Co się stało z Margo? (recenzja)

Durrellowie to szalona, troszkę ekscentryczna angielska rodzinka. Po śmieci męża, Louisa Durrell – matka czwórki dzieci: Larrego, Geralda, Lesliego i Margaret „Margo”, postanawia zmienić coś w życiu. Cała piątka przeprowadza się na Korfu. Ich egzystencja nabiera kolorytu, a każdy dzień staje się nową, ekscytującą przygodą.

Na podstawie wspomnień Geralda powstał serial „Rodzina Durrellów”. Oglądaliście?
Ja za nim przepadam i świetnie się przy nim bawię.

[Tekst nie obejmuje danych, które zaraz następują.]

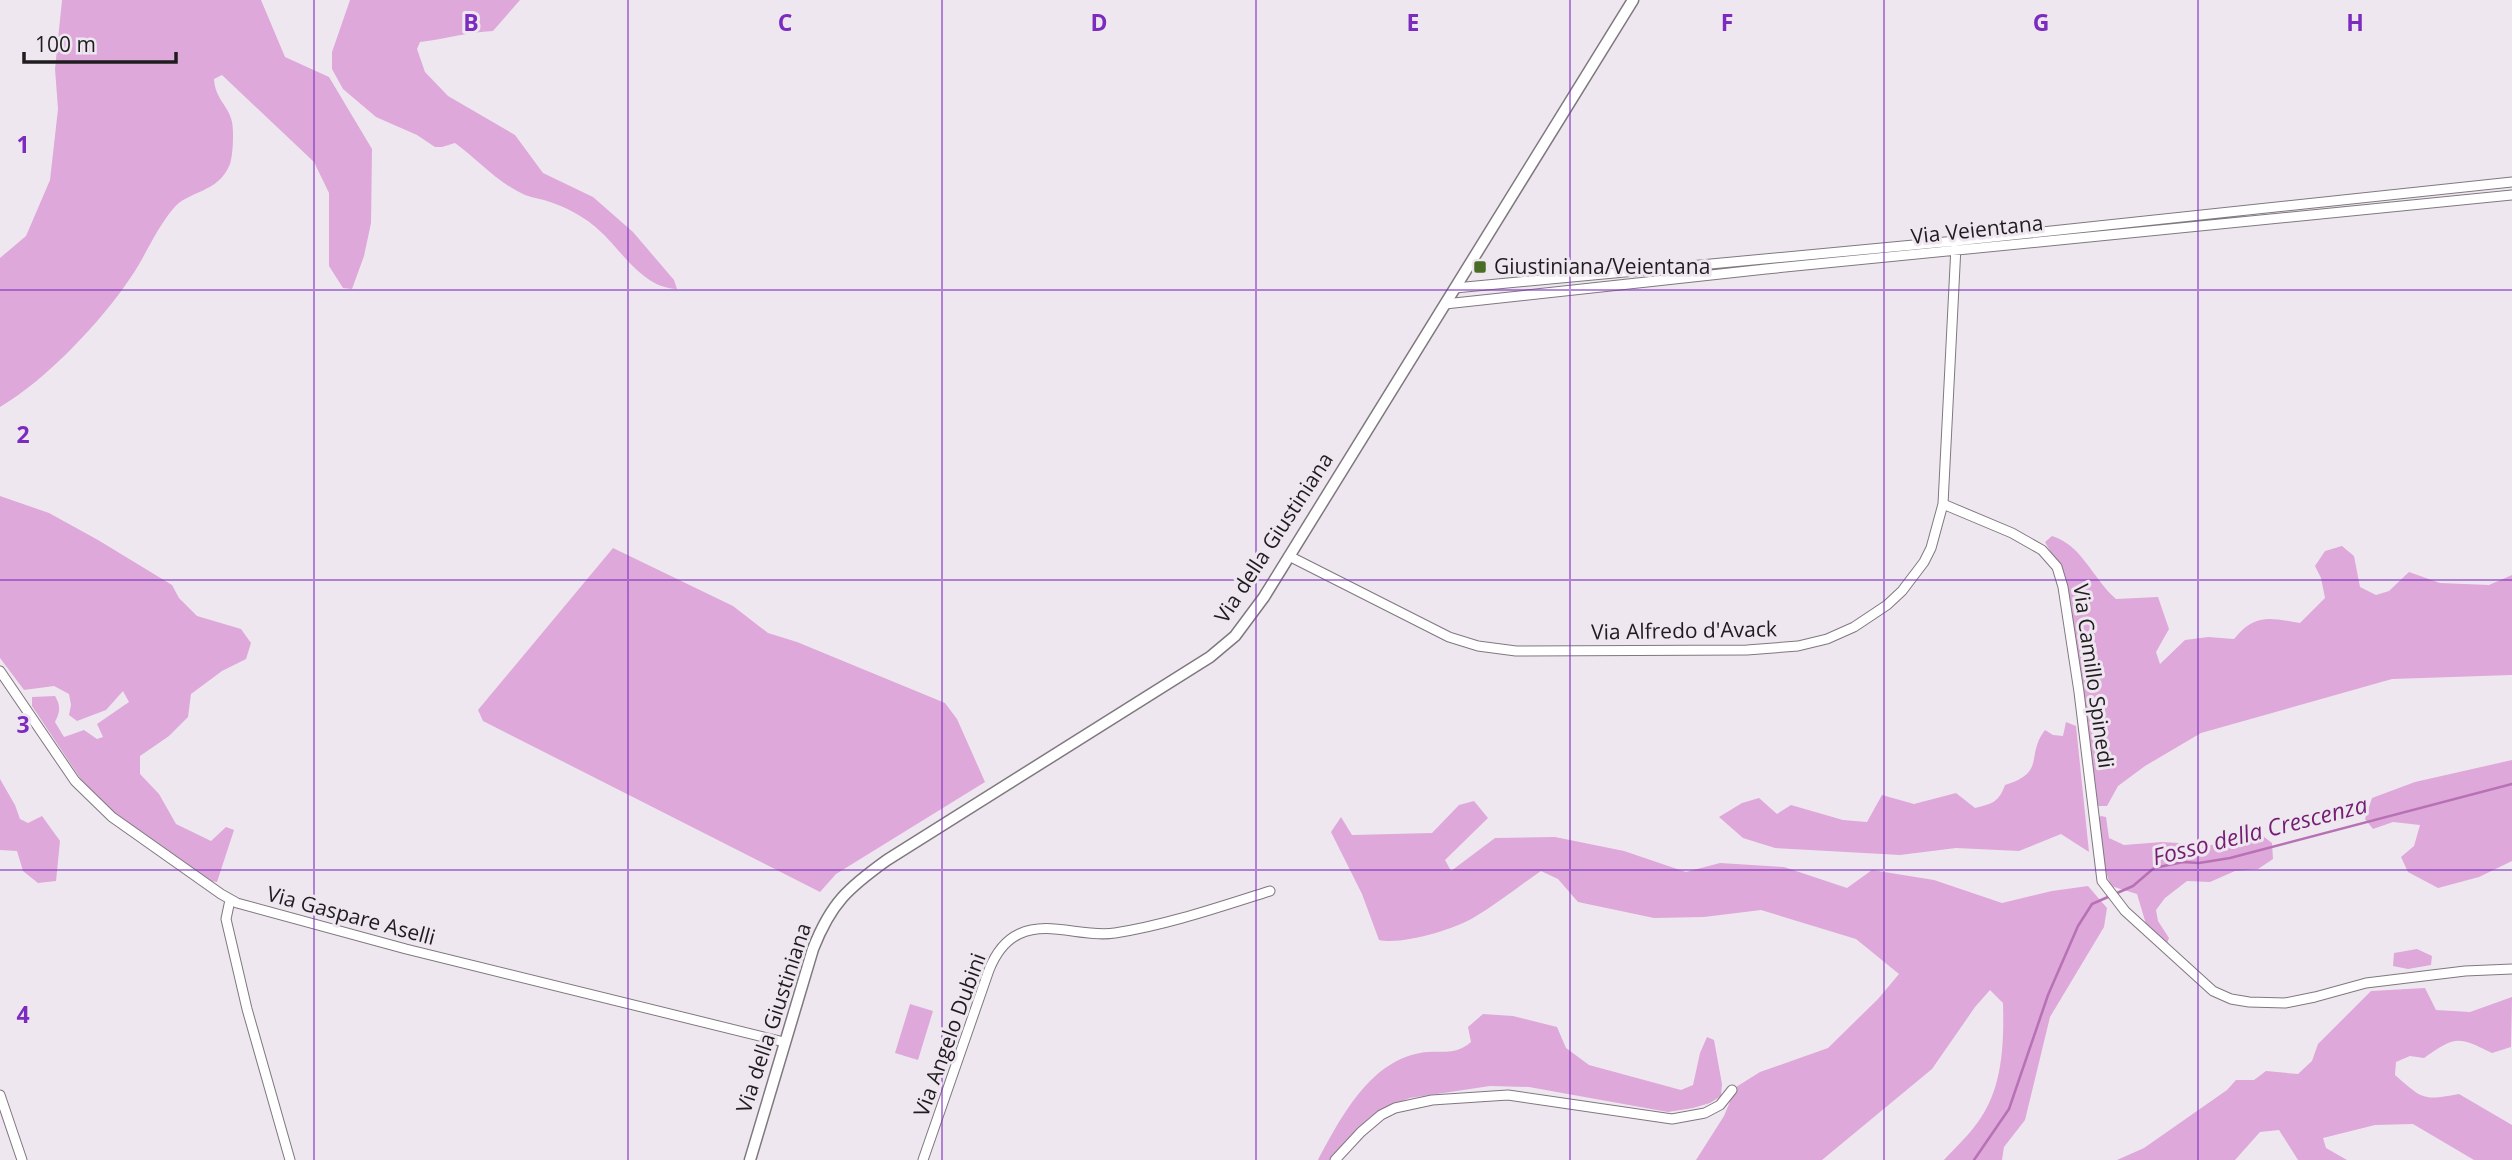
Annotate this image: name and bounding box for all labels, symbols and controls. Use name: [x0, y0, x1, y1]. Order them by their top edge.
text: B: [463, 6, 479, 38]
text: C: [778, 6, 792, 38]
text: D: [1090, 6, 1108, 38]
text: E: [1407, 6, 1419, 38]
text: F: [1721, 6, 1733, 38]
text: G: [2033, 6, 2049, 38]
text: H: [2346, 6, 2364, 38]
scale bar: [24, 21, 177, 65]
text: 100 m: [35, 30, 96, 58]
text: 1: [16, 128, 30, 160]
street label: Via Veientana: [1909, 208, 2044, 250]
place label: Giustiniana/Veientana: [1494, 252, 1710, 280]
marker: Giustiniana/Veientana: [1472, 259, 1488, 275]
text: 2: [16, 418, 30, 450]
street label: Via della Giustiniana: [1208, 447, 1339, 628]
street label: Via Camillo Spinedi: [2067, 582, 2121, 770]
street label: Via Alfredo d'Avack: [1591, 614, 1777, 646]
text: 3: [16, 708, 30, 740]
water label: Fosso della Crescenza: [2149, 788, 2371, 872]
street label: Via Gaspare Aselli: [264, 879, 439, 951]
street label: Via della Giustiniana: [729, 919, 817, 1116]
street label: Via Angelo Dubini: [906, 949, 992, 1120]
text: 4: [16, 998, 30, 1030]

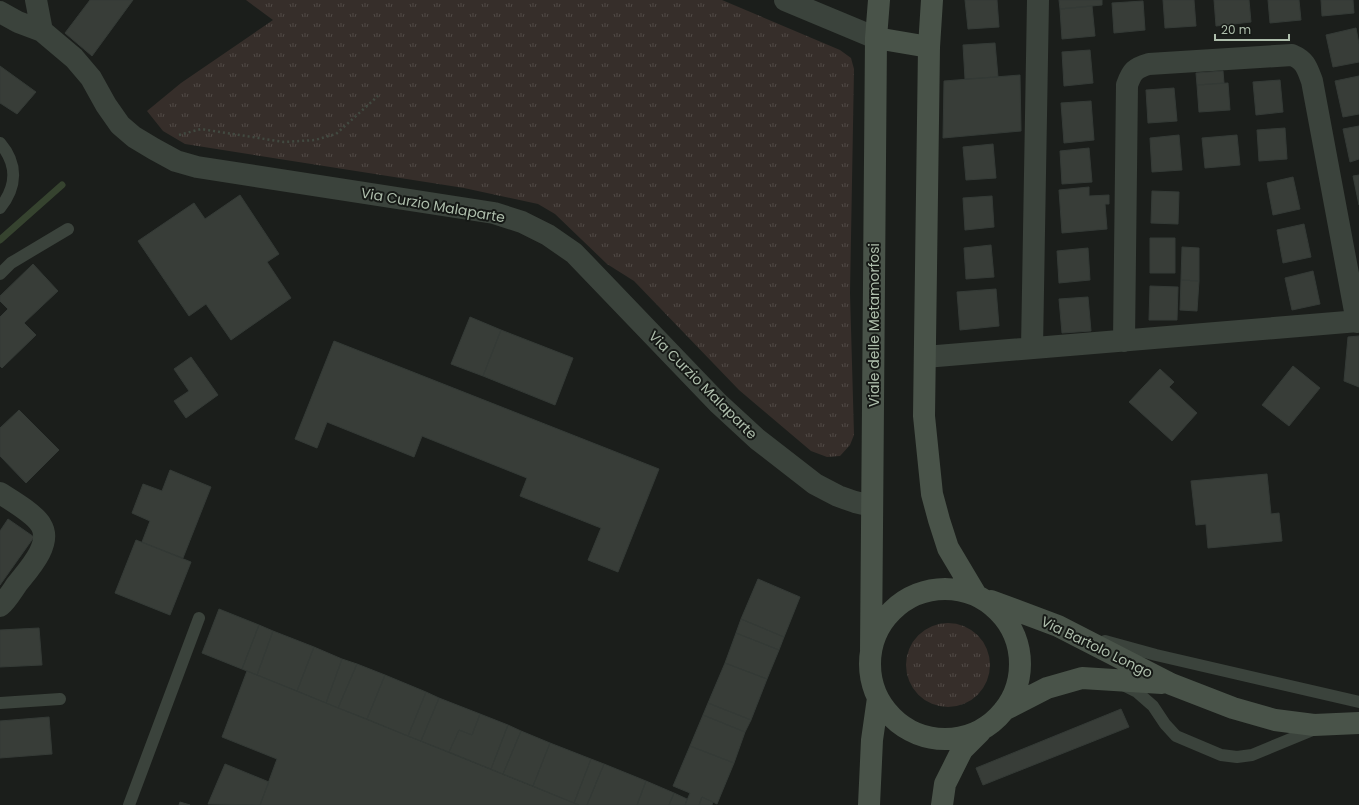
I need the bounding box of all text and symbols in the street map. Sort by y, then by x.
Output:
scale bar [1215,16,1289,42]
text: 20 m [1221,21,1251,38]
street label: Via Curzio Malaparte [359,182,507,228]
street label: Viale delle Metamorfosi [864,243,884,407]
street label: Via Curzio Malaparte [644,326,762,444]
street label: Via Bartolo Longo [1038,611,1156,683]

Nieraz zastanawiałam się, jak potoczyły się dalsze losy bohaterów. O paru faktach dowiedziałam się z internetu. A gdy okazało się, że w polskim przekładzie została wydana książka napisana przez Margo Durrell, to od razu postanowiłam po nią sięgnąć.

„Co się stało z Margo?” to powieść, której kanwę stanowią wydarzenia zapoczątkowane w 1947 roku. Wtedy to Margo została właścicielką pensjonatu.

Swoją pracę, codzienność i lokatorów postanowiła opisać w uroczy, prześmiewczy, nieco sarkastyczny i ironiczny sposób. Uchwyciła gorący tygiel emocji i wydarzeń, który łączy ze sobą osoby mieszkające pod jednym dachem.

Jej pensjonat pełen był ciekawych osobliwości. Ludzi żywiołowych, wścibskich, na swój sposób tolerancyjnych, pełnych pasji, którzy mają swoje marzenia i problemy.

Pensjonat przypominał kolorowy, głośny, dekadencki cyrk, w którym brakuje tylko małp. A nie, małpy też były 😄.

„Co się stało z Margo?” to lektura, od której nie mogłam się oderwać. Błyskotliwa, wciągająca, oczarowująca, napisana świetnym piórem.